About this task. The listing below should be printed again word for word, without any images.

Source material.
-*-

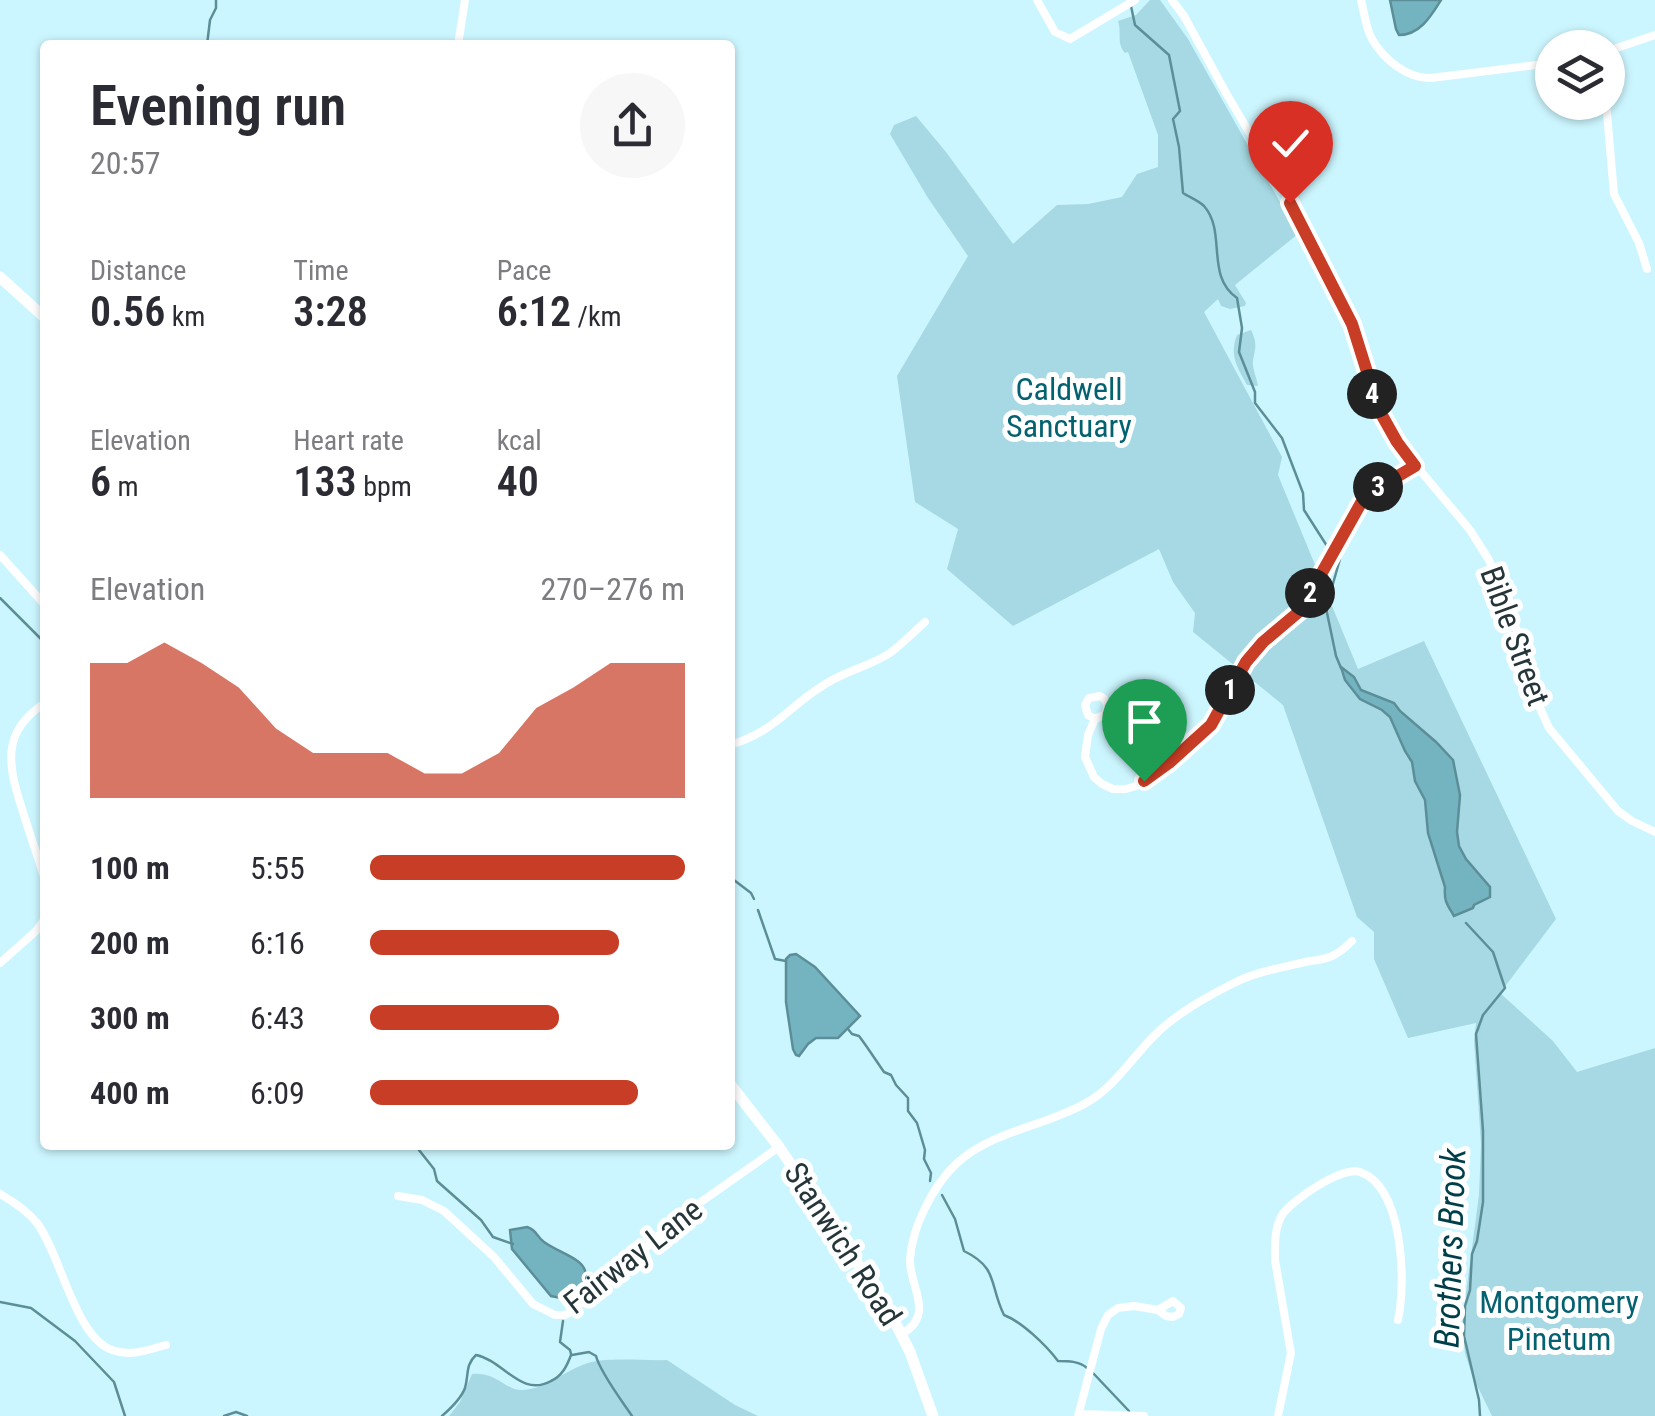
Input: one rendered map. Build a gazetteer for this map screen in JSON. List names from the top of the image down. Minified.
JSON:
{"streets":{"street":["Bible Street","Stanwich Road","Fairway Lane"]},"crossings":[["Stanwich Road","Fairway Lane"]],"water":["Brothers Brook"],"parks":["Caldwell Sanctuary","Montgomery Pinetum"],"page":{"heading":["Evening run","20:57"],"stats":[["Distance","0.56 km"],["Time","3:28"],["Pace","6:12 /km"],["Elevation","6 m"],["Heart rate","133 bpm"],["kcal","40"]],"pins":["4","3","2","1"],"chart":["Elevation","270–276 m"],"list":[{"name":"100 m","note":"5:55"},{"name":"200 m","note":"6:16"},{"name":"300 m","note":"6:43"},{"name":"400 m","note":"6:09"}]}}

-*-

Response to the task.
Input: one rendered map. Build a gazetteer for this map screen in JSON. List names from the top of the image down. Minified.
JSON:
{"streets":{"street":["Bible Street","Stanwich Road","Fairway Lane"]},"crossings":[["Stanwich Road","Fairway Lane"]],"water":["Brothers Brook"],"parks":["Caldwell Sanctuary","Montgomery Pinetum"],"page":{"heading":["Evening run","20:57"],"stats":[["Distance","0.56 km"],["Time","3:28"],["Pace","6:12 /km"],["Elevation","6 m"],["Heart rate","133 bpm"],["kcal","40"]],"pins":["4","3","2","1"],"chart":["Elevation","270–276 m"],"list":[{"name":"100 m","note":"5:55"},{"name":"200 m","note":"6:16"},{"name":"300 m","note":"6:43"},{"name":"400 m","note":"6:09"}]}}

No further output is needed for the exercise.